● Exercise
Copy the data exactly, pictures aside.

[Records contained in a dataset]
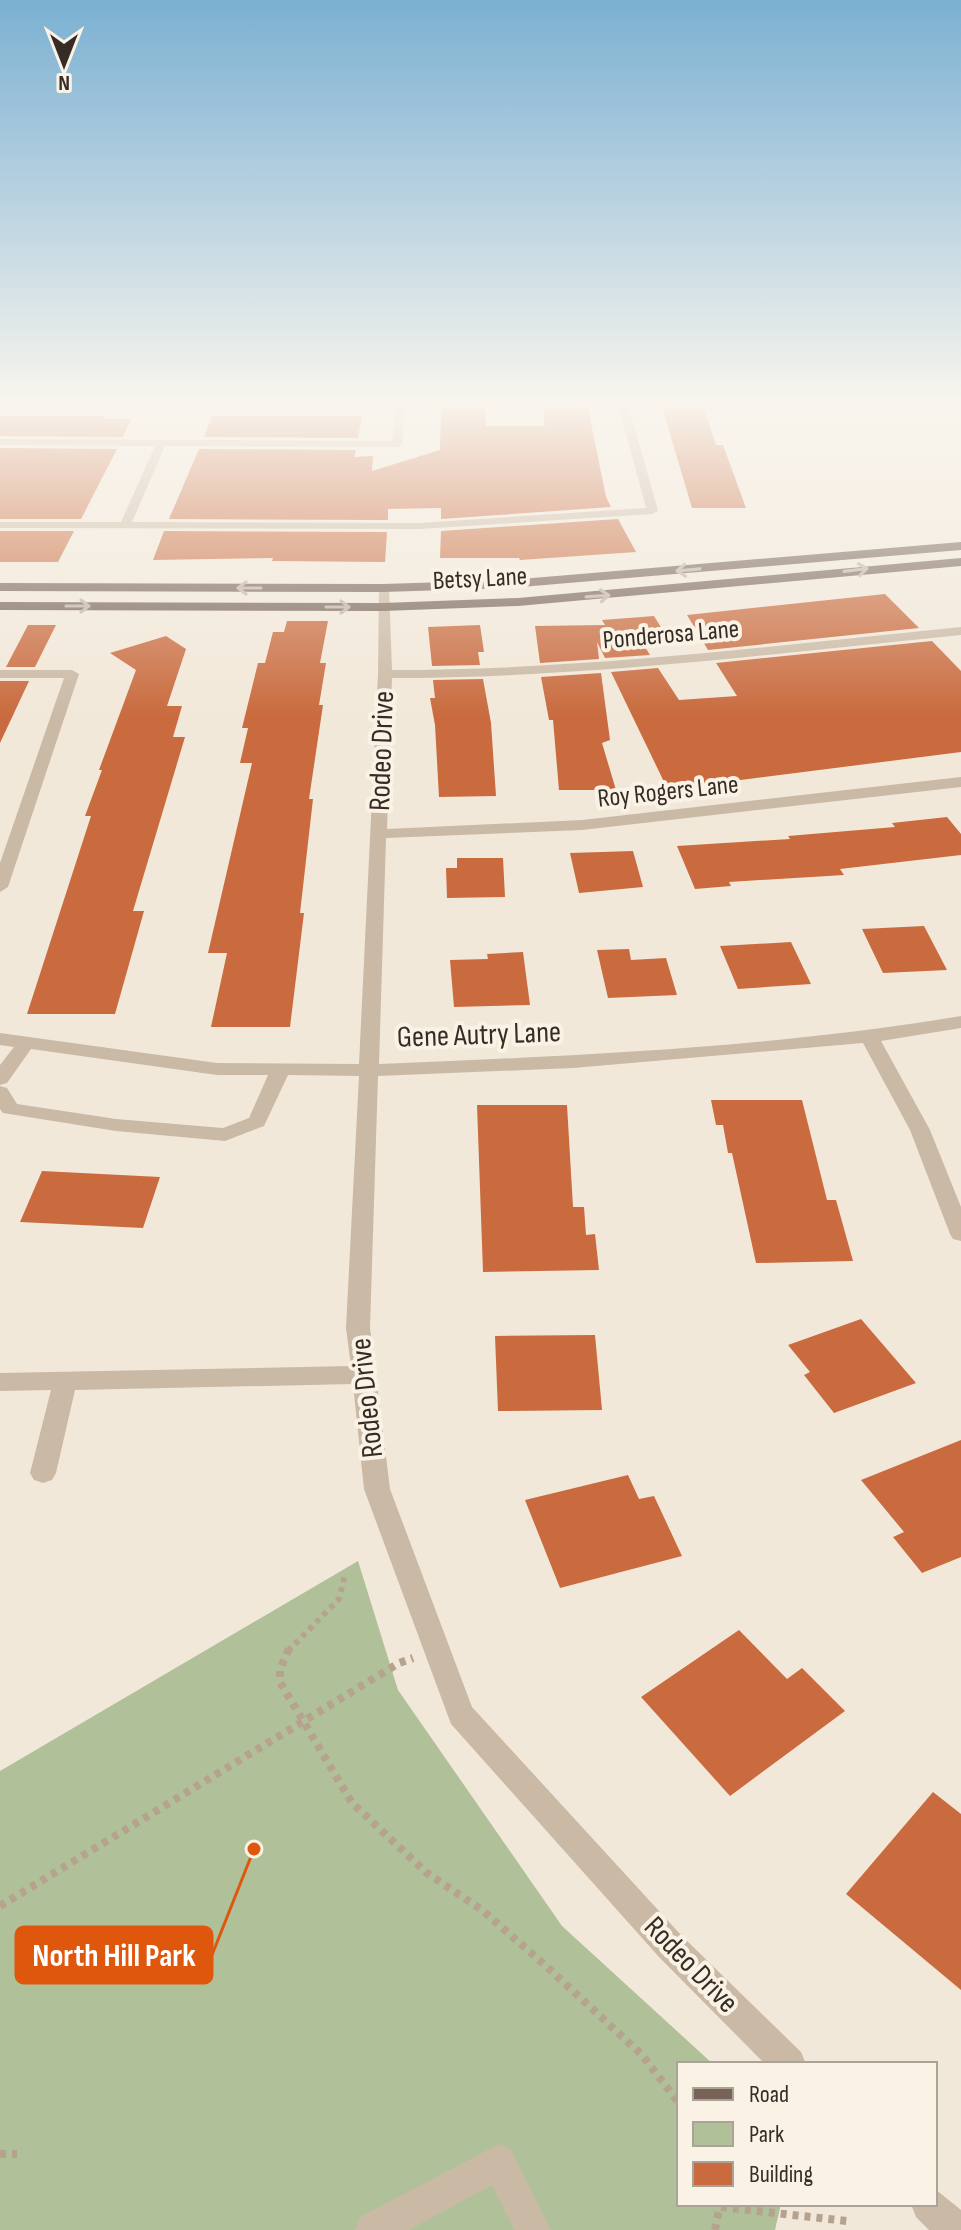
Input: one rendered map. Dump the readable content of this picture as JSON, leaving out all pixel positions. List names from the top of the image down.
{
  "streets": {
    "main road": ["Betsy Lane"],
    "street": [
      "Ponderosa Lane",
      "Rodeo Drive",
      "Roy Rogers Lane",
      "Gene Autry Lane"
    ]
  },
  "crossings": [
    ["Betsy Lane", "Rodeo Drive"],
    ["Ponderosa Lane", "Rodeo Drive"],
    ["Rodeo Drive", "Roy Rogers Lane"],
    ["Rodeo Drive", "Gene Autry Lane"]
  ],
  "places": ["North Hill Park"],
  "legend": ["Road", "Park", "Building"],
  "north": "bottom"
}
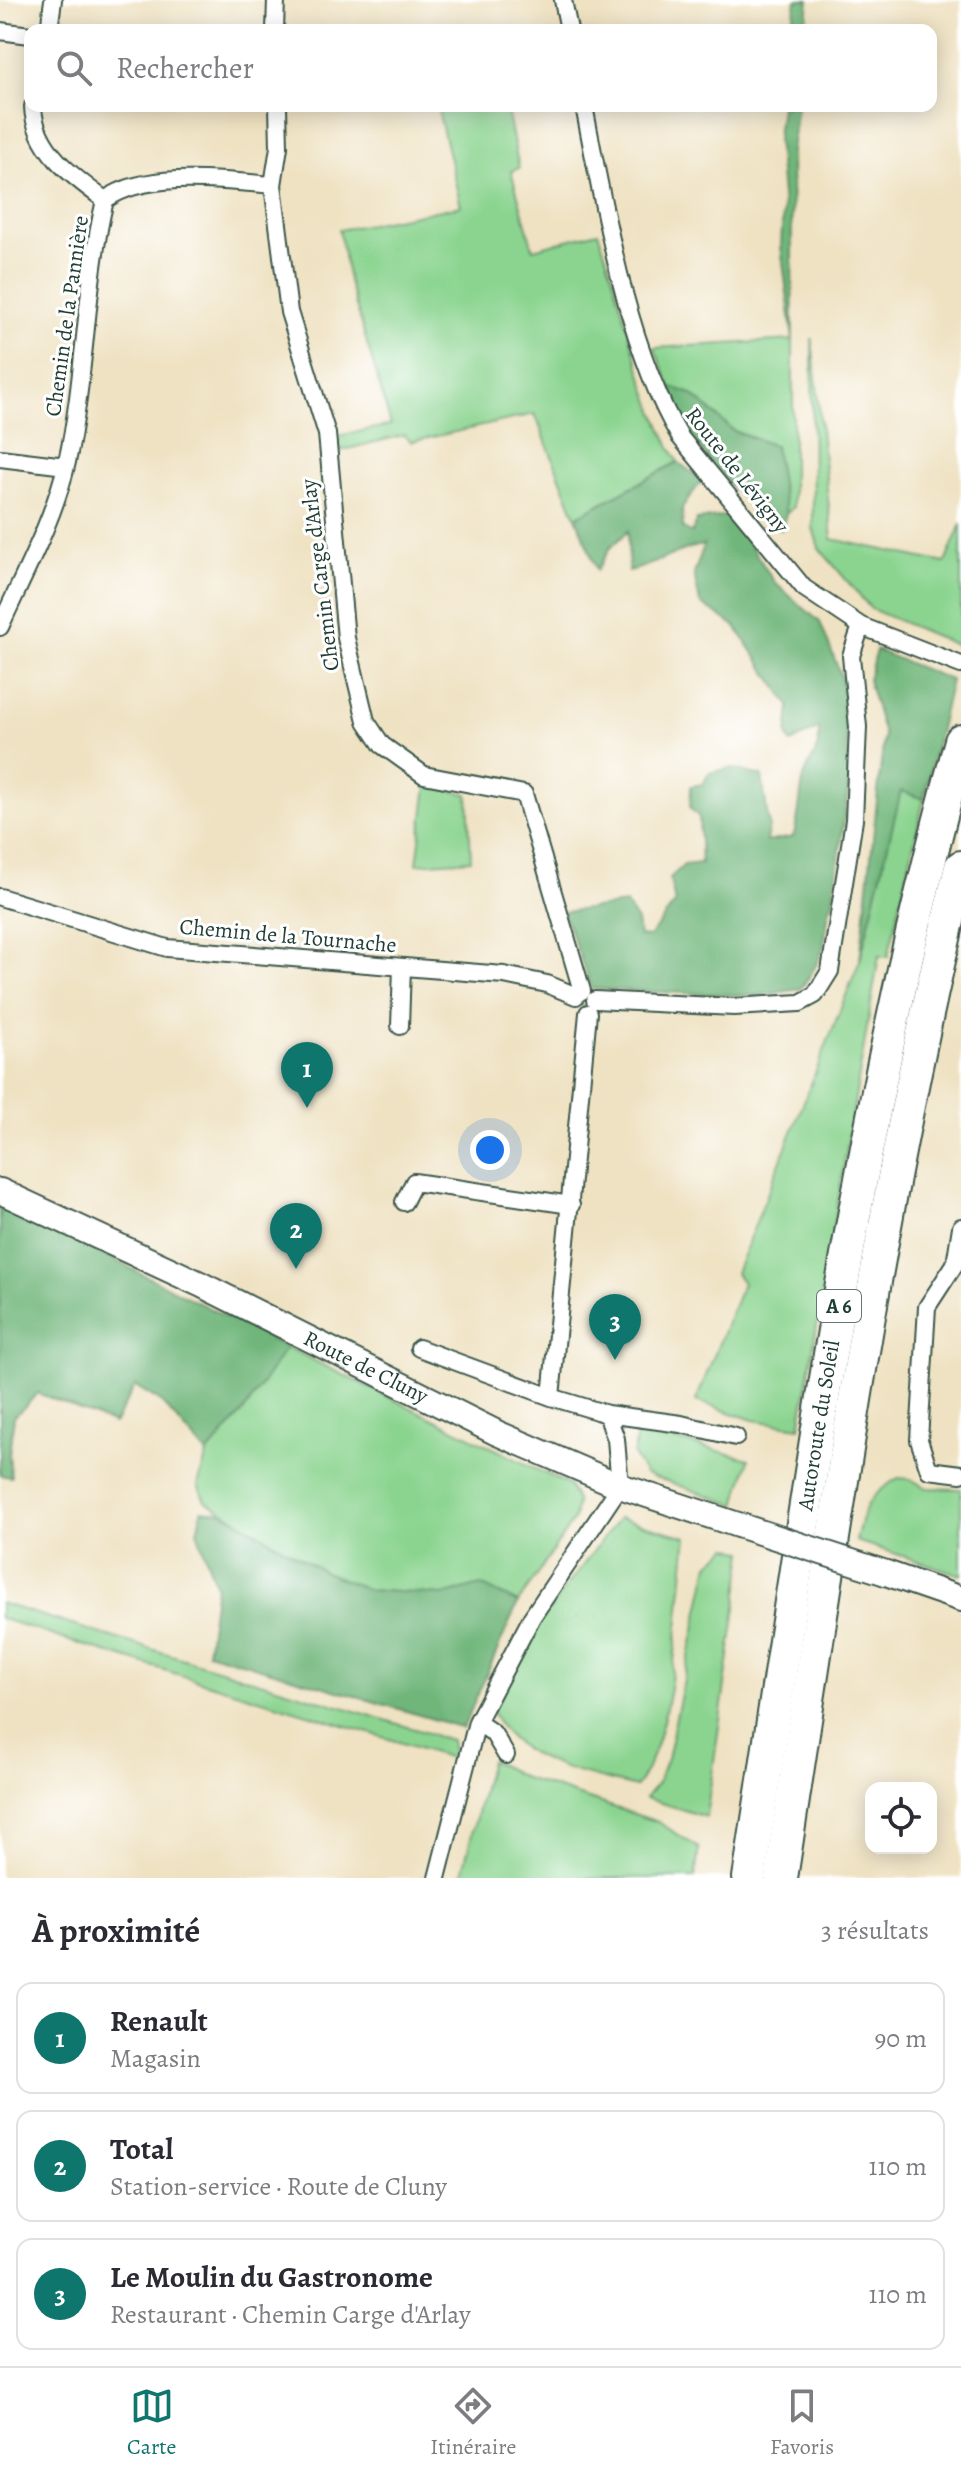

● Solution
Input: one rendered map. Dump the readable content of this picture as JSON, leaving out all pixel positions. List names from the top of the image down.
{
  "streets": {
    "main road": ["Betsy Lane"],
    "street": [
      "Ponderosa Lane",
      "Rodeo Drive",
      "Roy Rogers Lane",
      "Gene Autry Lane"
    ]
  },
  "crossings": [
    ["Betsy Lane", "Rodeo Drive"],
    ["Ponderosa Lane", "Rodeo Drive"],
    ["Rodeo Drive", "Roy Rogers Lane"],
    ["Rodeo Drive", "Gene Autry Lane"]
  ],
  "places": ["North Hill Park"],
  "legend": ["Road", "Park", "Building"],
  "north": "bottom"
}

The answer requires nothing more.